If all performance toys with the boundaries of public and private space, Ladies & Gents, currently playing at (yes) the public bathrooms by the Bethesda Fountain in Central Park, does so with a unique impudence. It’s site specific theater at its cheekiest. Publicity materials bill the Irish play, an Edinburgh Fringe Festival hit, as a “live noir thriller” and indeed, moments of the production are truly frightening. It’s hard to imagine the play’s chills sweeping over its audiences were they seated in a cozy proscenium or black box. In a lesser production, the public-bathrooms-as-theatrical-stage concept would be a cute gimmick. In Ladies & Gents , written and directed by Paul Walker, it is crucial to the performance.
Ladies & Gents is a production ripe with ambiguities. The location feels at once dirty and dank (the cavernous public toilets are dimly lit by Sinead McKenna’s effectively earie light design) yet grandiosely gorgeous (the Bethesda Fountain, not to mention Central Park, rivals any Broadway house in terms of presentational beauty). A period piece (it’s based on a 1957 Dublin tabloid scandal), the play is fortuitously prescient (the scandal centers on tawdry politicians caught with prostitutes). Such dichotomies smoothly support the plot, which deals with double standards of class and gender in a society whose sharp social stratification leads to twin dangers of repressed desire and remorseless fury.
The disciplined ensemble masters naturalism necessary for a thriller that places actors literally a breath away from the audience. At the same time, they never sacrifice an otherworldliness appropriate both to the period of the piece and to the noir genre. The actors’ success is no small feat: the production requires them to run each scene six times over the course of a single evening.
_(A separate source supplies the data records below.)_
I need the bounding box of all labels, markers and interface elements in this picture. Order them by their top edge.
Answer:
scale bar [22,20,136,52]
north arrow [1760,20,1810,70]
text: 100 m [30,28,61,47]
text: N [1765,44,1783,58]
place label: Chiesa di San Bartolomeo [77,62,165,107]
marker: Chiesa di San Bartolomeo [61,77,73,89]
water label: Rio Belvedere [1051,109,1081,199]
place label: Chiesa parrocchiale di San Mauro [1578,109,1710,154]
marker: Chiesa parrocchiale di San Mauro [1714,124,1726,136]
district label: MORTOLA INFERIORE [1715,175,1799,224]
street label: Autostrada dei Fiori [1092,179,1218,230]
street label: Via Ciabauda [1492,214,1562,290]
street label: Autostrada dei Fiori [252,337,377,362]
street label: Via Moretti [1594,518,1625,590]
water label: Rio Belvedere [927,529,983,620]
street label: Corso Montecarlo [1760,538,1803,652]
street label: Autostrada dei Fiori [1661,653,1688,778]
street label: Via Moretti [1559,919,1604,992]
Ladies & Gents embraces variables from the first moments of the production, when audience members are handed colored slips of paper. Black paper indicates beginning the performance in the men’s room; white paper the ladies’ room. After approximately twenty minutes, each scene concludes and audiences switch bathrooms in order to see the other scene. Both of the scenes raise questions which the subsequent scene answers. Still, the order in which audiences view the scenes inherently affects their experience of the production, going so far as to potentially alter how scary the thriller really is.
But the variables welcomed by the performance experiment don’t end with running order. To name a few: how does the seven o’clock performance, with the sun not yet set, differ from the nine o’clock, when the park is empty? How would rain affect the production? Snow? How might theatre-goers whose groups are split by the colored cards perceive the play differently than couples watching the play together? Is a men’s room filled predominantly with women different from a group made up of mostly men?
Although these issues will likely be explored many times over the course of the play’s two-week run, the performance space is small: only the actors will learn the answers first-hand. They will have earned the knowledge. Everyone else will have to be satisfied by a single performance. When that performance is a sharp, polished play staged in public bathroom, it’s hard not to be.